RECORD EXCERPTS -
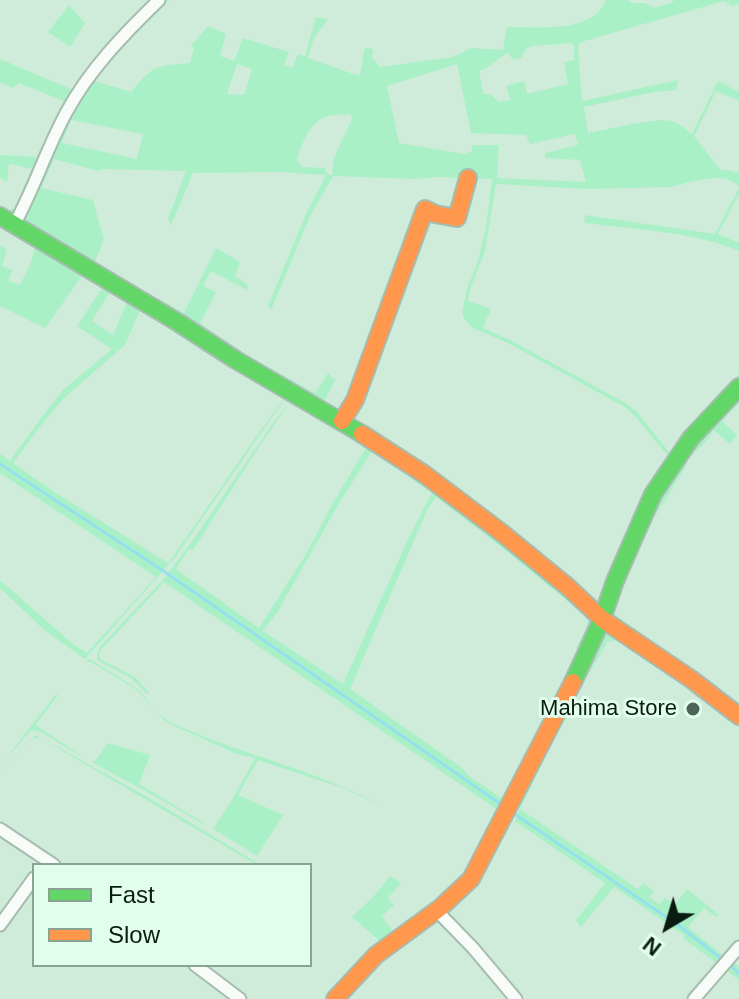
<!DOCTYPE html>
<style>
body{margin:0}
#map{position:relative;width:739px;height:999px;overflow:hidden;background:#cfebda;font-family:Helvetica,sans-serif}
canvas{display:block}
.legend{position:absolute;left:32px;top:863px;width:280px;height:104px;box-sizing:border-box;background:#e0feeb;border:2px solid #8aa494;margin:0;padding:10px 14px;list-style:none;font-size:24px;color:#0a1c12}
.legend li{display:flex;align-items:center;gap:16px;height:40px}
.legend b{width:40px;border:2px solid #8aa494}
.north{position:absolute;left:627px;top:887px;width:80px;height:80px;-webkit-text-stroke:6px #e0feeb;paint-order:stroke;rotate:218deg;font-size:22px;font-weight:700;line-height:32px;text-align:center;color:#0a1c12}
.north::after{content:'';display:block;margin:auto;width:28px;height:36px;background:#0a1c12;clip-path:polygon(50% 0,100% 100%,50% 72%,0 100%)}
</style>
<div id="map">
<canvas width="739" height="999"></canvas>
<ul class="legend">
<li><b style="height:10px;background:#63d668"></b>Fast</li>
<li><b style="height:10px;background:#ff974d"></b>Slow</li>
</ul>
<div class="north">N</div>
</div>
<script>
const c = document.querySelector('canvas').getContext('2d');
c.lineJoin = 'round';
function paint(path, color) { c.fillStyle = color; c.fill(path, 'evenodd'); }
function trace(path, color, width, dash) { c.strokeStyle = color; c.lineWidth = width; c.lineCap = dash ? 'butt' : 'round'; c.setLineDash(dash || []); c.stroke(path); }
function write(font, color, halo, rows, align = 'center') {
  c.font = font + ' Helvetica,sans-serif'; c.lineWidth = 6; c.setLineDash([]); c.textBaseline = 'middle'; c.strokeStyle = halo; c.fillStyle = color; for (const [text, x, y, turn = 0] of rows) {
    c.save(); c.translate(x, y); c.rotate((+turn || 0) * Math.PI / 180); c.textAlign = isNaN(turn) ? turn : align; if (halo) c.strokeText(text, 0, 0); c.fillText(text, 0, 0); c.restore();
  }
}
const green = new Path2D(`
 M149,0H154L92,69L19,209L10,213L0,210V206L9,210L17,207L34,169L9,164L7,182L0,178V155L37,157L64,101L19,83L13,88L0,82V59L73,90L109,41Z
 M165,0H169L131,38L94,81L131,92C153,65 156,66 190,63L194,48L191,46L208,26L226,34L220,56L234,61L243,38L289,52L284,65L292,68L298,54L305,56L316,17L328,19L314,38L308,58L359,76C363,66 362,58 365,48L373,49L372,57L380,67L453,57L471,48L503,50L507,27C532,27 575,31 595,15C600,11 603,6 606,0H628L632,3H645L654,8L673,2V0H739V4L732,6L724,1L581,42L578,46L582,101L678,80L676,90L654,92L584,107L588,133C606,130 656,117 671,121C679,123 686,129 692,134L718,81L739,92V101L716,91L694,136L721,171L724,169L739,173V186C736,184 731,180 727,179C716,175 683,183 672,187L588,189L496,184L485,251L470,289L468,301L491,309L483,328L512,341L627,404L637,412L670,453L718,394L739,374V382L619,555L642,497L668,456L634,415L625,407L510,344L473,328L464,319L462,312L468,286L477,264L486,228L492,179L439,177L414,179L333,176L311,214L271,310L268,306L306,214L326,175L280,172L193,173L171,225L168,219L186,171L102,169L99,171L54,159L41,188L93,200L104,240L93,266L27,225L25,213C46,168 63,119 93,79C114,50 140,25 165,0ZM571,43L574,47V60L564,62L568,84L527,94L524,81L506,86L510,100L499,102L490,94H483L479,70H483L507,53L514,60L521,58L527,48L532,46ZM237,64L252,69L244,95L227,94ZM457,64L471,133L526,135L530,144L575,134L578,145L545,153V158L580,160L586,182L497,178L499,145H472V151L464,154L399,143L387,86ZM351,114L352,119L334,158L332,175H327L325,168L302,167L297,160C301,145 309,124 325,117C332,114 344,115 351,114ZM71,120L143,134L137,159L62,143Z
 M69,5L85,23L70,47L48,32Z
 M739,188V194L718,234L739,243V251C696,232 632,229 584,223L585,215L715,234Z
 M37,242L286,397L176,556L85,659L43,629L0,588V580L73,644L87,653L156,577L0,473V454L10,461L41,418L63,390L112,349L77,326L102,288L82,276L45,328L0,306V246L7,249L2,266L12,270L9,281L20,285L30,265ZM110,292L127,302L113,335L92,321ZM140,310L220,362L284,399C243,452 208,509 168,563L56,493L13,463L39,428L64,398L125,345Z
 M216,248L240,262L235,276L248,285L247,290L211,271L203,286L216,292L200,323L245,354L315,393L328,373L335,380L324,403L142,295L144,291L184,313Z
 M739,393V403L722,421L737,435L730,444L713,430L709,438L688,460L684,470L654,518L631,567L614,614L693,671L616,620L610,610L639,533L672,472Z
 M293,401L327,420L325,423L290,402L260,445L193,550L189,549L176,569L259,628L305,556L334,501L366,448L329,424L333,423L435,488L577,602L591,618L592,622L580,650L576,648L586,629L588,618L501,547L436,497L428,508L350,689L462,768L469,776L503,799L498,810L164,582L99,652L100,659L135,677L149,693L147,694L131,678L97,660V653L99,648L162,581L191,543L275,420L290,402ZM372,451L432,493L409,537L343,684L263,631L278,611L338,505Z
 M608,634H613L621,639L620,641L615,639L612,642L608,641L569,708L520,809L638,889L643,883L654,891L649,897L659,904L665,898L675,905L687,889L718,914L716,917L704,908L688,927L725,957L739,942V953L732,961L739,967V980L683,938L685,936L614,887L581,927L576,920L605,883L515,821L520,809L516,806L598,642L603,637Z
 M90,659L138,689L159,714L168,721C238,754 314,769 383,806L343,788L258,760L238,795L283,815L257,856L213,829L235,795L255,758L237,754L166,722L137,690L93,663L85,661Z
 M56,694L58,695L35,725L92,762L96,760L108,743L150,755L139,784L204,823L203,824C150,792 94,765 41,732L33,730L30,731L0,766Z
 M36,735L151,799L261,865H257L39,737L29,740L0,774L27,742Z
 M390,876L401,883L388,898L394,905L382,916L395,935L383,944L352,917L374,896Z`);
const stream = new Path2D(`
 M0,464L162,570L502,805
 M513,813L678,925L723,960
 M729,964L739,973`);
const street = new Path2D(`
 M14,225C34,189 46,150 66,113C89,70 124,34 159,0
 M0,829L54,865
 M438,912L473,948L516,999
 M0,925L34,878
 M195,965L240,999
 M694,999L739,947`);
const fast = new Path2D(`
 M0,216L179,323L236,360L362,434
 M573,682L602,619L615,581L653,494L691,438L739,387`);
const slow = new Path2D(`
 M342,421L355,400L425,209L435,214L457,218L468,178
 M362,434L424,474L502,533L568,587L602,619L691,679L739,716
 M335,999L376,955L440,908L471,879L573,682`);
const markers = [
 [693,709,8,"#4f6458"]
];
const poiNames = [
 ["Mahima Store",677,709]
];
paint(green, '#aaf0c7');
trace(stream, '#94e0ed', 3);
trace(street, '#a6bcaf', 15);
trace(fast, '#a6bcaf', 20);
trace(slow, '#a6bcaf', 20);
trace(street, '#f8fcf9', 11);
trace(fast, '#63d668', 16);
trace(slow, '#ff974d', 16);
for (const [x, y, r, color] of markers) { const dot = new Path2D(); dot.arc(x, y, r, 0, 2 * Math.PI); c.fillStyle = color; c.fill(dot); trace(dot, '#e0feeb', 3); }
write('22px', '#0a1c12', '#e0feeb', poiNames, 'right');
</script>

REQUIRED ACTION - Go through the data above and copy each line in which "function" appears.

EXPECTED ANSWER -
function paint(path, color) { c.fillStyle = color; c.fill(path, 'evenodd'); }
function trace(path, color, width, dash) { c.strokeStyle = color; c.lineWidth = width; c.lineCap = dash ? 'butt' : 'round'; c.setLineDash(dash || []); c.stroke(path); }
function write(font, color, halo, rows, align = 'center') {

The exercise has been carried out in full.